Section of Endocrinology and Bone Metabolism, Department of Endocrinology and Metabolism, University of Pisa, Via Paradisa 2, 56124 Pisa, Italy.
Ther Adv Musculoskelet Dis. 2012 Oct;4(5):357-68. doi: 10.1177/1759720X12441869.

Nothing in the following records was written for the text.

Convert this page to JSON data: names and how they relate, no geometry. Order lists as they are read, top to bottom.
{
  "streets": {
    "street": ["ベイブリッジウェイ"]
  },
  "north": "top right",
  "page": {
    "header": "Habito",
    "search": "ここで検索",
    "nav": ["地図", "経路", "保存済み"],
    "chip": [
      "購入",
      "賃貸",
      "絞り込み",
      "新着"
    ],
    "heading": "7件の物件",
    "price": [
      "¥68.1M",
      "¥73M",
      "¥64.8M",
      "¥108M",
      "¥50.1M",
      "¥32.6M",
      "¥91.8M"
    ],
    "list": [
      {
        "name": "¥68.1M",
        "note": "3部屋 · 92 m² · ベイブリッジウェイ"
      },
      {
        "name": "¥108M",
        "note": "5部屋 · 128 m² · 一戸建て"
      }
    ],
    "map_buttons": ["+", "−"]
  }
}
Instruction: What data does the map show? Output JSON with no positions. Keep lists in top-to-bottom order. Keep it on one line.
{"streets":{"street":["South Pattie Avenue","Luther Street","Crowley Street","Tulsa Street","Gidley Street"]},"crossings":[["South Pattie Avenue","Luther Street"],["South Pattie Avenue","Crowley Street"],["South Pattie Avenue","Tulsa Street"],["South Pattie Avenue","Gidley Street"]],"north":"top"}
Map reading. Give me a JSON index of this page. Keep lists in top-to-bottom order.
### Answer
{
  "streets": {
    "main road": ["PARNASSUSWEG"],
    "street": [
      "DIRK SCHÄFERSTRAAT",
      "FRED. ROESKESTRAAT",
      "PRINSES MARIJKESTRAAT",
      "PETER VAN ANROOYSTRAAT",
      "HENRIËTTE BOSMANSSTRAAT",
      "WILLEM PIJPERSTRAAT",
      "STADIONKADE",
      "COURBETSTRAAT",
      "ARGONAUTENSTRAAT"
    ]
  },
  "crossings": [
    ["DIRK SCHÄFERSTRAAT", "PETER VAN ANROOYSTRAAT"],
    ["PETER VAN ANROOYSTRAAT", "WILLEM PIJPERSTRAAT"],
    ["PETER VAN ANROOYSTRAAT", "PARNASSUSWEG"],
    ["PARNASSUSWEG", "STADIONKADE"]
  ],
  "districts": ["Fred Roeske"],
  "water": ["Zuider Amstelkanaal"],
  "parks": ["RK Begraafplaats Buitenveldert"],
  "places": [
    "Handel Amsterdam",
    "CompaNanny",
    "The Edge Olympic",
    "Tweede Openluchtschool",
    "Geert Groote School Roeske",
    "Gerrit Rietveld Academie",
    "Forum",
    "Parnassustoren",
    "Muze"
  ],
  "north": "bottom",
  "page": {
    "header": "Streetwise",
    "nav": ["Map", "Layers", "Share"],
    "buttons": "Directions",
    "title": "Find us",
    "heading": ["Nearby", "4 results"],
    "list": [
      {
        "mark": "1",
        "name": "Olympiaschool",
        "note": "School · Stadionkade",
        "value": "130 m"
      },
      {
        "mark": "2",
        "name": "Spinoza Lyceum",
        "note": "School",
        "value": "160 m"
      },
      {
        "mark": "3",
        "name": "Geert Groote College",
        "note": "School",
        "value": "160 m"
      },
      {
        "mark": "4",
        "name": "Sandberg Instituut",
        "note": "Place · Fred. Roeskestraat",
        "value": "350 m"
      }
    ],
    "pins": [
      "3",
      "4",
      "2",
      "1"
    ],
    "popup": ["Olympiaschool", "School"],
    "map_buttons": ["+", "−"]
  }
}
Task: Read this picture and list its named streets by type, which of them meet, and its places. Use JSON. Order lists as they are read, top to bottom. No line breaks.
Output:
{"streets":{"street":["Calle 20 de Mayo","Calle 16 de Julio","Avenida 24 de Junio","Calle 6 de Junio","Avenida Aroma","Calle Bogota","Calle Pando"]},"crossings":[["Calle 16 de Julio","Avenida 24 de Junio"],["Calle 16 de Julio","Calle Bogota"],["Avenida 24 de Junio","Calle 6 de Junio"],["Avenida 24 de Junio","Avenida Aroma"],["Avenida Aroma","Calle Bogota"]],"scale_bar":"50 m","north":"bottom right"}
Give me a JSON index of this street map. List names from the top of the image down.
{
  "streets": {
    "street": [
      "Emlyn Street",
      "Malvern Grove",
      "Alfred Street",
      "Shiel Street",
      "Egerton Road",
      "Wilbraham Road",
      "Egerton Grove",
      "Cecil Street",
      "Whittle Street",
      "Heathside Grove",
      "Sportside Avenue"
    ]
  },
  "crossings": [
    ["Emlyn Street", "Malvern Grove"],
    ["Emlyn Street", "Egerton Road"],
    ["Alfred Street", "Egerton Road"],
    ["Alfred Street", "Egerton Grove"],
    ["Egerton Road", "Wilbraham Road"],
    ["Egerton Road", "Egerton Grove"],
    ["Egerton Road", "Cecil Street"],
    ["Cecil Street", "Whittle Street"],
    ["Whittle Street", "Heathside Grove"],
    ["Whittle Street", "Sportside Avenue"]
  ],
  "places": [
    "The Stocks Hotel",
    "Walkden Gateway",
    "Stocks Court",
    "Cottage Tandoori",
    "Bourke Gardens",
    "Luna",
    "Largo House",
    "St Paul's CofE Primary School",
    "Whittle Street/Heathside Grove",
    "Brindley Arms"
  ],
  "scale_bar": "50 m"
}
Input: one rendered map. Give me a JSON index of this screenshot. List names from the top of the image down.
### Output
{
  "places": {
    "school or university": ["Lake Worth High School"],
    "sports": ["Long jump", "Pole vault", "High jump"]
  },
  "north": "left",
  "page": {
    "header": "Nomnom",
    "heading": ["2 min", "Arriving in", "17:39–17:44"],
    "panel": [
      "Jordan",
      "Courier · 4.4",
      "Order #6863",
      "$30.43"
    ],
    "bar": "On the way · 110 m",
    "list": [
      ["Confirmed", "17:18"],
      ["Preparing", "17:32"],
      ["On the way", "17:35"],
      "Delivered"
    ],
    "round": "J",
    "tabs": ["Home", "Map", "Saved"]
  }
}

Nowadays, primary hyperparathyroidism (PHPT) is mostly a mild disease. Overt skeletal manifestations are rare but decreased bone mineral density (BMD) can still be demonstrated. Even in mild cases, excess parathyroid hormone (PTH) increases bone turnover leading to bone loss particularly at cortical sites. Conversely, a relative preservation of cancellous bone has been shown by histomorphometric analyses and advanced imaging techniques. An increased fracture rate has been demonstrated in untreated patients with PHPT at peripheral sites and in the spine. Parathyroidectomy (PTx) is the definitive cure for PHPT. With the restoration of normal PTH, bone resorption is quickly tapered down, while bone formation proceeds at the level of bone multicellular units, which were activated prior to PTx. The rapid refilling of the enlarged remodeling space and the subsequent matrix mineralization will result in an increase in BMD at sites rich in trabecular bone, such as lumbar spine and hip, which mainly occurs during the first 6-12 months after PTx. Cortical bone is less responsive to PTX because of the low rate of bone turnover, but sensible increases in BMD at the distal third of the radius can be observed in the long term. PTx seems to decrease the risk of fractures but more data are needed before a definitive conclusion on this important matter can be reached. Treatment with bisphosphonates can be considered for patients with low BMD who do not undergo PTx. Two-year treatment with alendronate has been shown to decrease bone turnover markers and increase BMD at the lumbar spine and hip, but not at the distal radius. Cinacalcet stably decreased serum calcium levels across a broad range of PHPT severity, but no change in BMD occurred in patients treated for up to 5.5 years.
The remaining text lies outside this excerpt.